▶ [EXERCISE]:
Here, the job is to give back every entry below unchanged, omitting pictures.

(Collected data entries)
********************
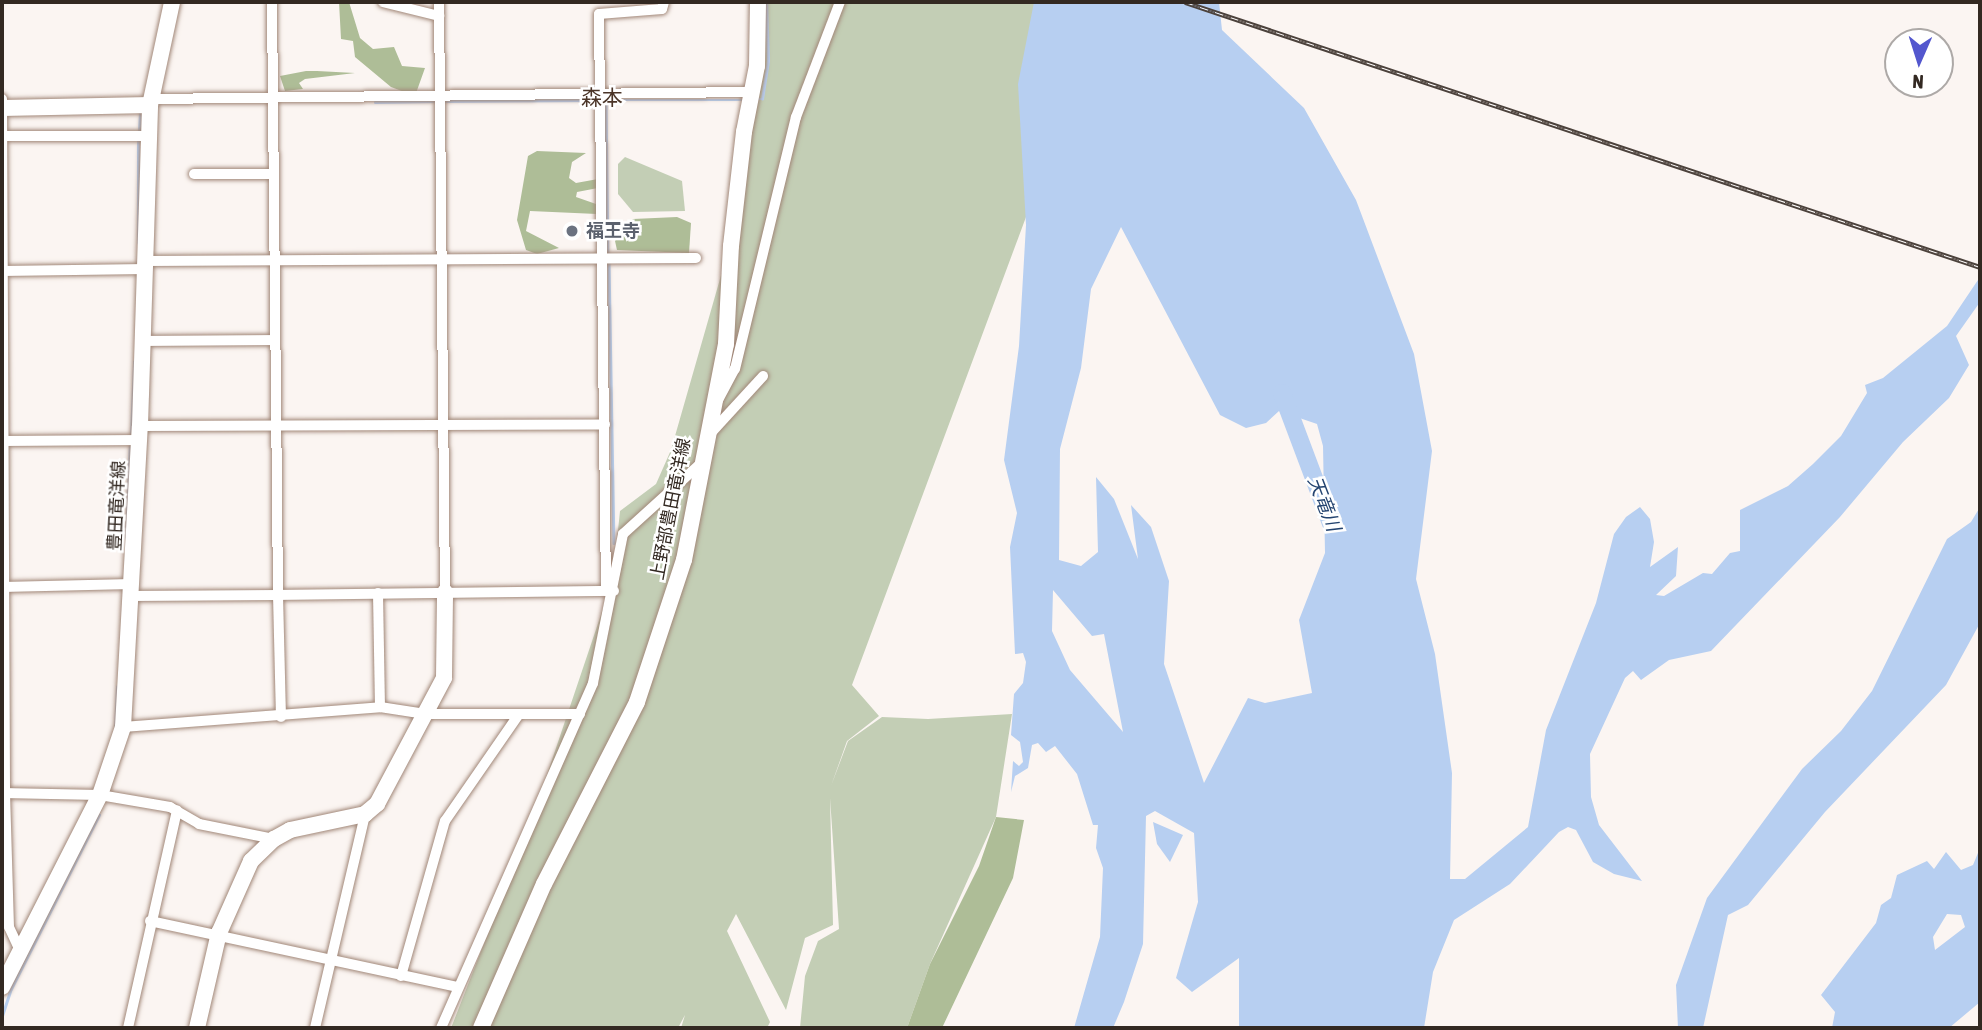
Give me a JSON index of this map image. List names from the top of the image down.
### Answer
{
  "streets": {
    "main road": ["豊田竜洋線", "上野部豊田竜洋線"]
  },
  "districts": ["森本"],
  "water": ["天竜川"],
  "places": ["福王寺"],
  "north": "bottom"
}
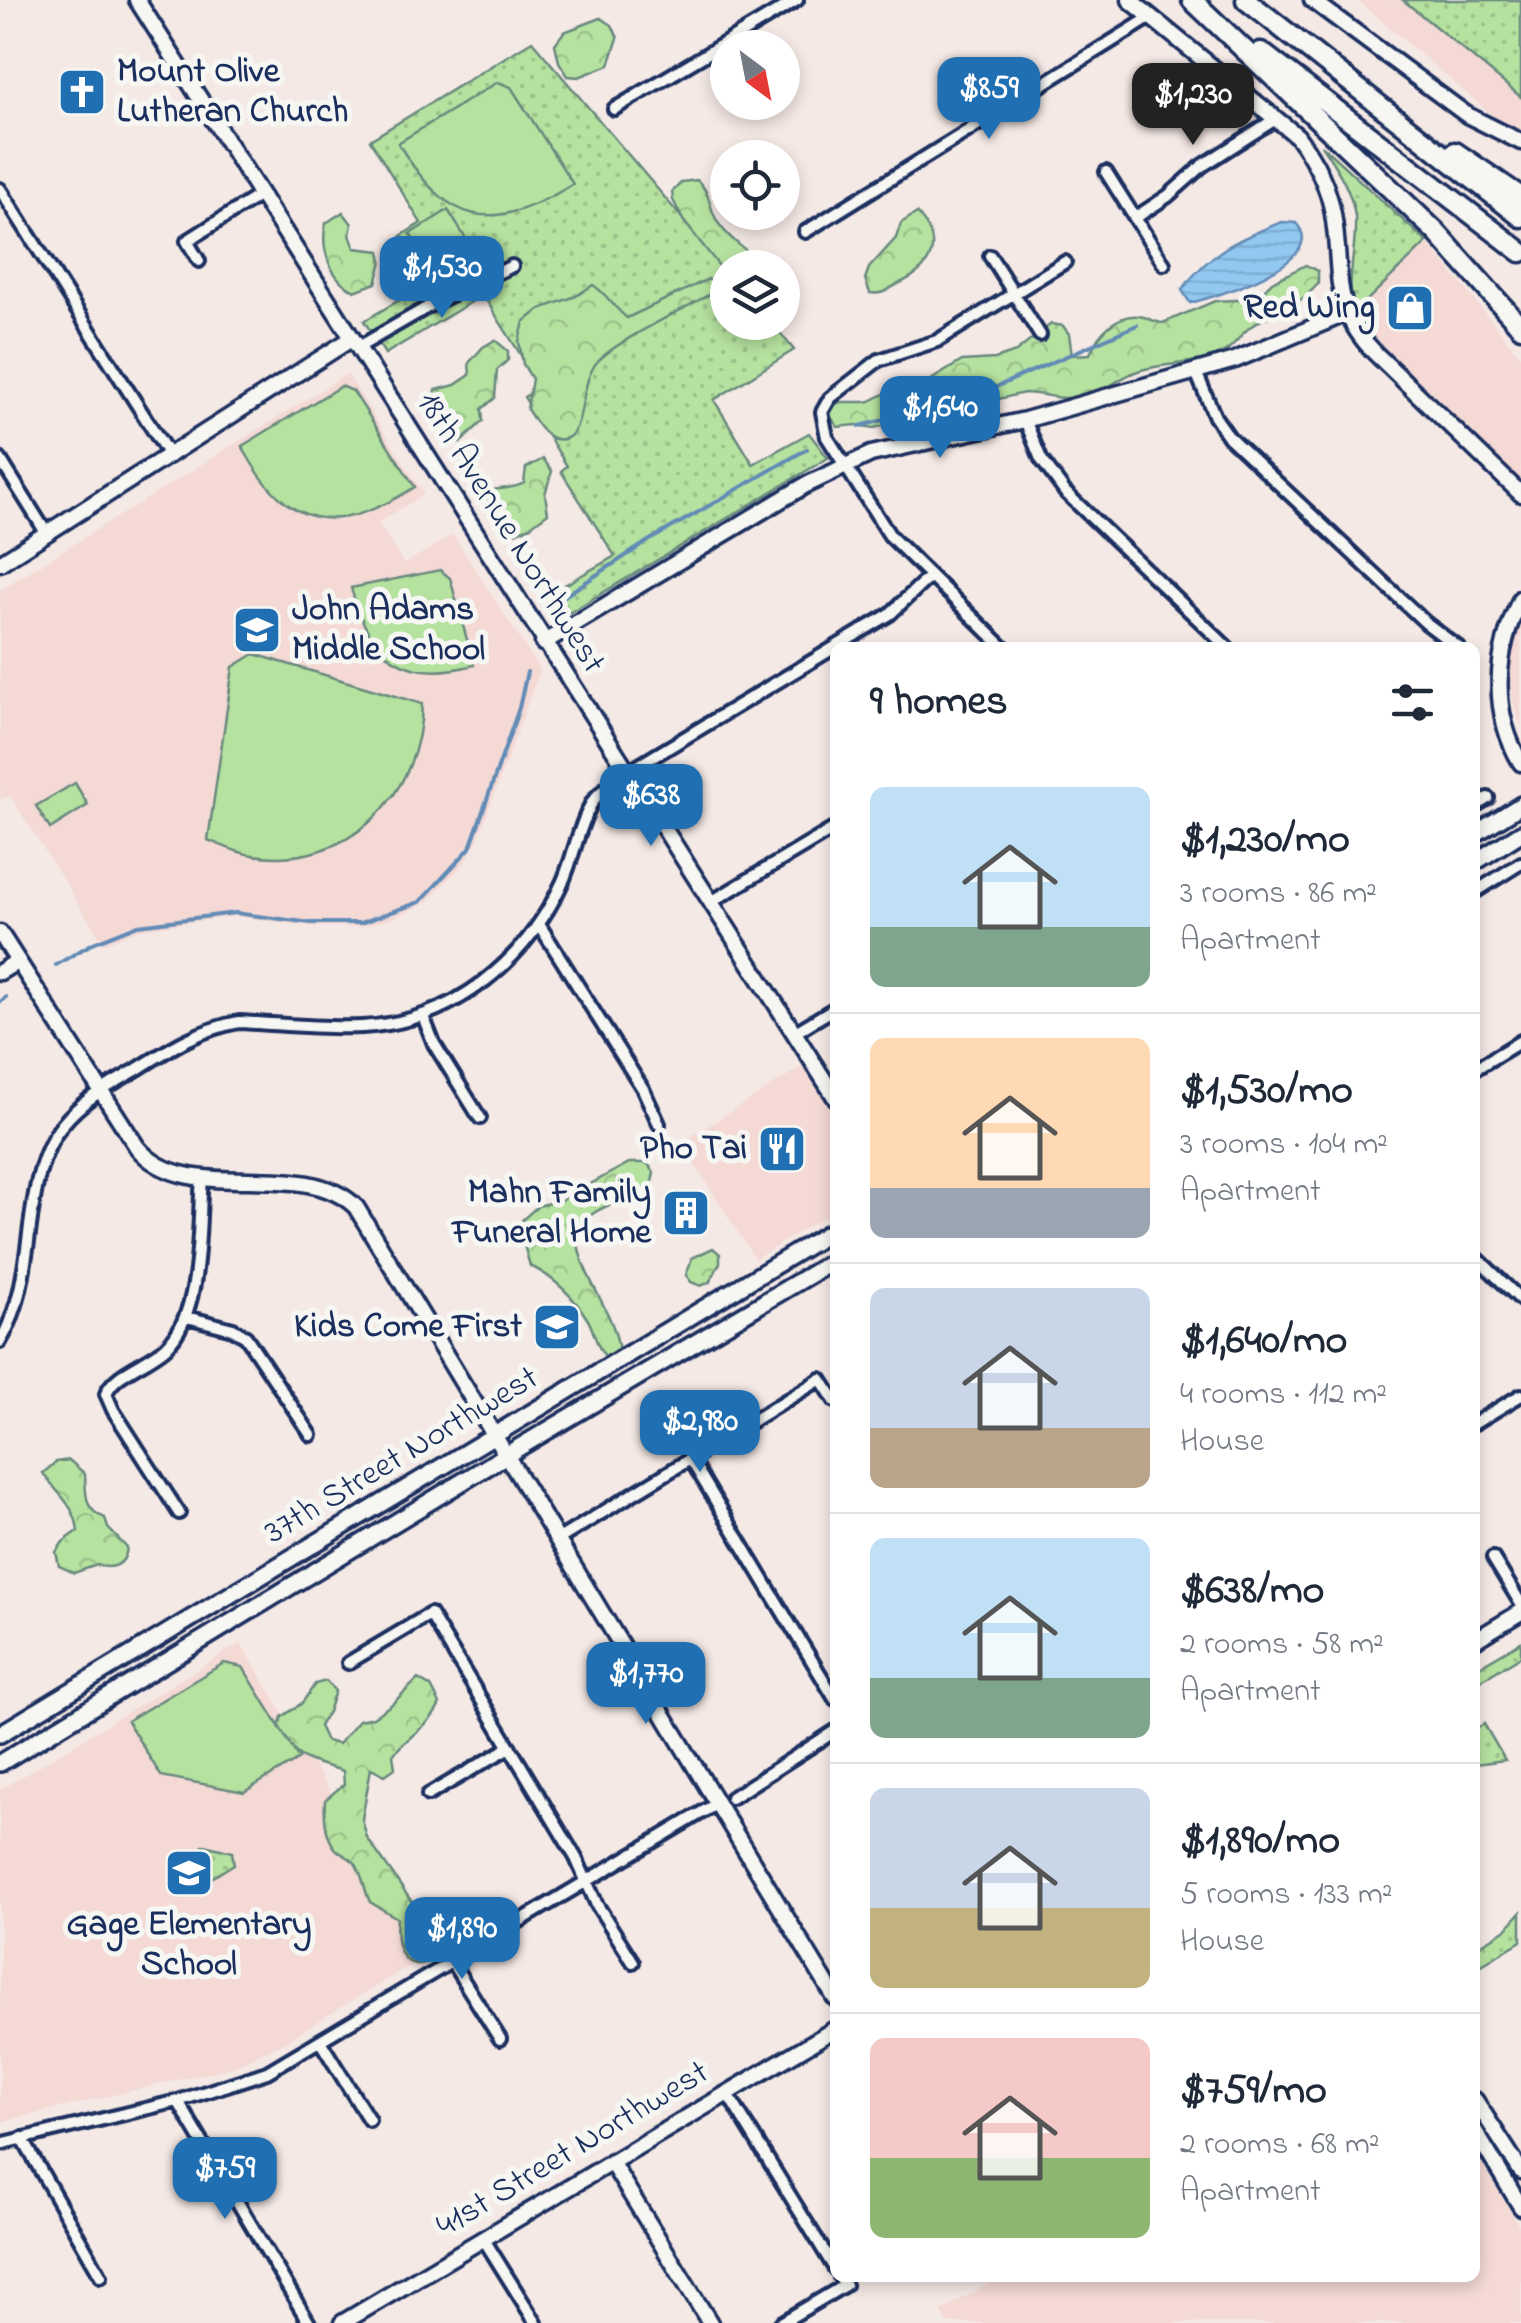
********************
▶ [RESULT BELOW]:
Give me a JSON index of this map image. List names from the top of the image down.
### Answer
{
  "streets": {
    "main road": ["豊田竜洋線", "上野部豊田竜洋線"]
  },
  "districts": ["森本"],
  "water": ["天竜川"],
  "places": ["福王寺"],
  "north": "bottom"
}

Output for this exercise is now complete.